More power to you, up to 1500W that is. Good neighbors don't get complaints, that's the way it's always been.

WTKX
04-07-2013, 04:25 PM
Sorry I gave the impression that I thought you were lying, WTF?

:shifty:

OTH, I run 1.8-2K wide tailored to my voice, and that kicks ass in difficult conditions... Which is almost always on 75 meters. :lol:

KC2UGV
04-07-2013, 07:33 PM
Exactly my point, gents. A 12KHz wide signal on a 160 is ridiculous, while a 3KHz signal on 440MHz is banned, because of it's emission type.

WTKX
04-07-2013, 09:32 PM
Yup... Although 160 has a lot of unused space most of the time.

kb2vxa
04-08-2013, 04:02 PM
"Sorry I gave the impression that I thought you were lying, WTF?"

No big deal, but with all the "links or you're lying" BS around here...

"...difficult conditions... Which is almost always on 75 meters."

It's not so much a crowded band but rather what it's crowded with.

"A 12KHz wide signal on a 160 is ridiculous..."

Only to those lacking a proper receiver designed for the purpose and a good monitor speaker, with an SSB receiver and tin box speaker you can't hear the Angel Music.

"Yup... Although 160 has a lot of unused space most of the time."

Exactly, the AM window isn't exactly a crowded house, you don't have neighbors to disturb.

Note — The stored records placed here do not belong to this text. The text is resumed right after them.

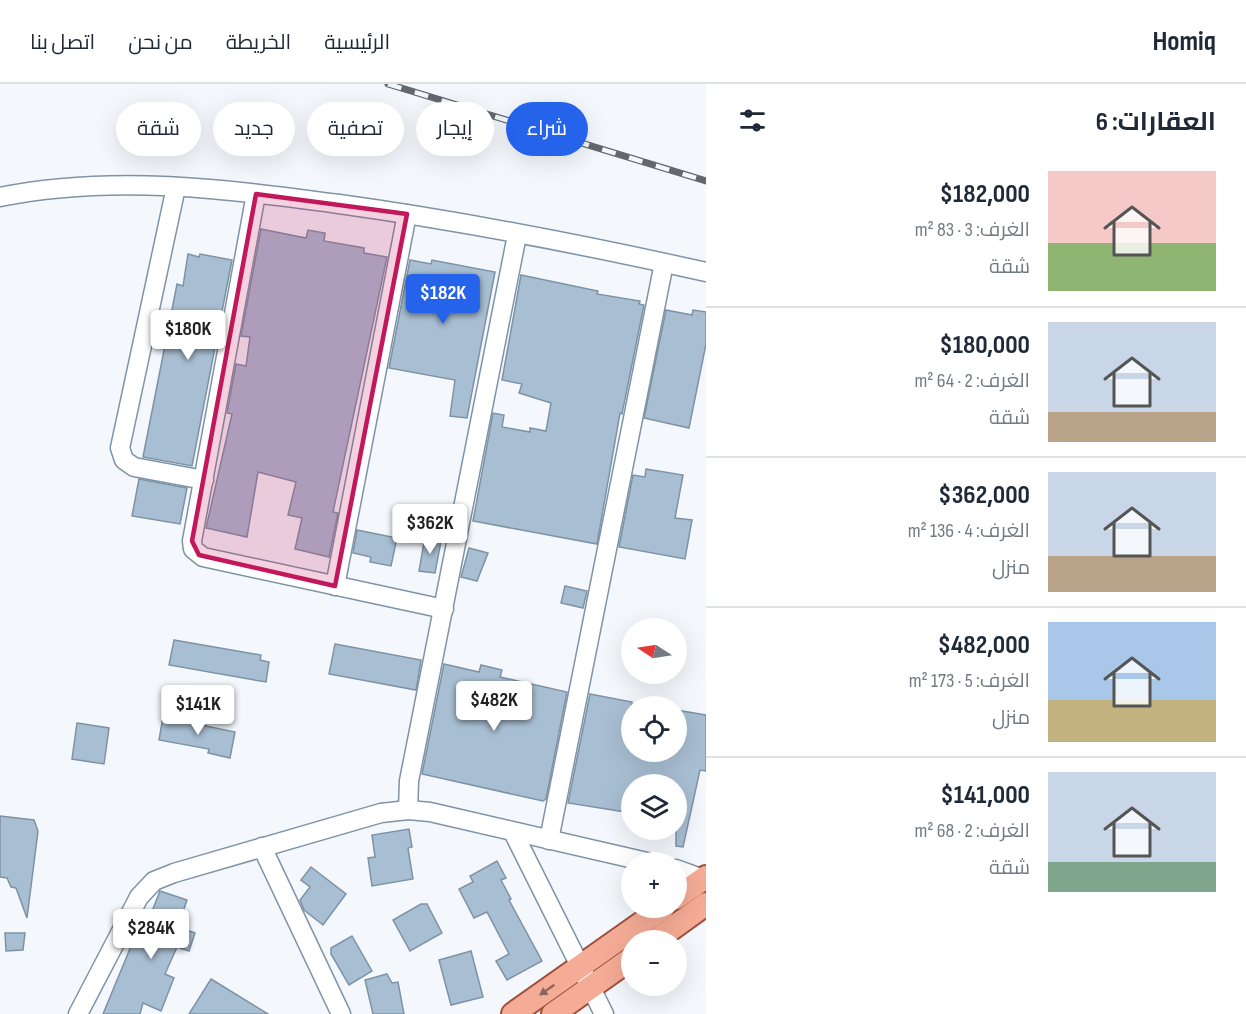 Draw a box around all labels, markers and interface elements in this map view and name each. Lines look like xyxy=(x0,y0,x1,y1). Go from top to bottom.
text: Homiq xyxy=(1152,25,1216,58)
text: اتصل بنا xyxy=(30,30,95,55)
text: من نحن xyxy=(128,30,193,55)
text: الخريطة xyxy=(226,30,291,55)
text: الرئيسية xyxy=(324,30,390,55)
chip: شقة xyxy=(116,102,201,156)
chip: جديد xyxy=(213,102,295,156)
chip: تصفية xyxy=(307,102,404,156)
chip: إيجار xyxy=(416,102,494,156)
chip: شراء xyxy=(506,102,588,156)
icon: filters xyxy=(736,104,769,137)
text: العقارات: 6 xyxy=(1096,107,1216,138)
text: $182,000 xyxy=(940,179,1030,210)
icon: home xyxy=(1096,195,1168,267)
text: الغرف: 3 · 83 m² xyxy=(915,218,1030,242)
text: شقة xyxy=(989,255,1030,279)
pin: $182K xyxy=(401,274,485,325)
text: $182K xyxy=(420,281,466,305)
pin: $180K xyxy=(146,310,230,361)
text: $180K xyxy=(165,317,211,341)
text: $180,000 xyxy=(939,330,1030,361)
icon: home xyxy=(1096,346,1168,418)
text: الغرف: 2 · 64 m² xyxy=(914,369,1030,393)
text: شقة xyxy=(989,406,1030,430)
text: $362,000 xyxy=(938,480,1030,511)
icon: home xyxy=(1096,496,1168,568)
pin: $362K xyxy=(388,504,472,555)
text: $362K xyxy=(406,511,454,535)
text: الغرف: 4 · 136 m² xyxy=(908,519,1030,543)
text: منزل xyxy=(992,556,1030,580)
north arrow xyxy=(621,618,687,684)
map controls xyxy=(621,618,687,996)
text: $482,000 xyxy=(938,630,1030,661)
icon: home xyxy=(1096,646,1168,718)
text: الغرف: 5 · 173 m² xyxy=(909,669,1030,693)
pin: $482K xyxy=(452,681,536,732)
pin: $141K xyxy=(156,685,240,736)
text: $482K xyxy=(470,688,518,712)
text: $141K xyxy=(175,692,221,716)
button: locate xyxy=(621,696,687,762)
text: منزل xyxy=(992,706,1030,730)
button: layers xyxy=(621,774,687,840)
text: $141,000 xyxy=(940,780,1030,811)
icon: home xyxy=(1096,796,1168,868)
text: الغرف: 2 · 68 m² xyxy=(914,819,1030,843)
button: + xyxy=(621,852,687,918)
text: شقة xyxy=(989,856,1030,880)
pin: $284K xyxy=(109,909,193,960)
text: $284K xyxy=(127,916,175,940)
button: − xyxy=(621,930,687,996)
one-way arrow xyxy=(540,984,556,996)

Even with neighbors, audio processed just right with no distortion products doesn't splatter so just like the AM broadcast band in the pre IBOC days you can fit stations every 10KHz with no problem. Speaking of AM broadcast, 160M is where plenty of junked tube type broadcast transmitters showed up being those made for the top of the band are easily tuned anywhere from 1MHz to 3Mhz without modification.

Then there's that previously mentioned Valiant fed by the audio rack that proofed out to 11KHz @ 100% modulation before rolling off, in the 40M AM window it got FB reports and no complaints. (heh heh heh)

KC2UGV
04-09-2013, 06:26 AM
""A 12KHz wide signal on a 160 is ridiculous..."

Only to those lacking a proper receiver designed for the purpose and a good monitor speaker, with an SSB receiver and tin box speaker you can't hear the Angel Music.


Then why not allow a 12KHz wide digital signal on the same band?

KC9SQR
04-10-2013, 01:14 AM
Don't try to understand it. It's not ham radio, but an attempt by the clueless no-coders to recycle their old analog cell phones as talkies on our bands--bringing us all to the intelligence of CBers and the end of the world as we know it.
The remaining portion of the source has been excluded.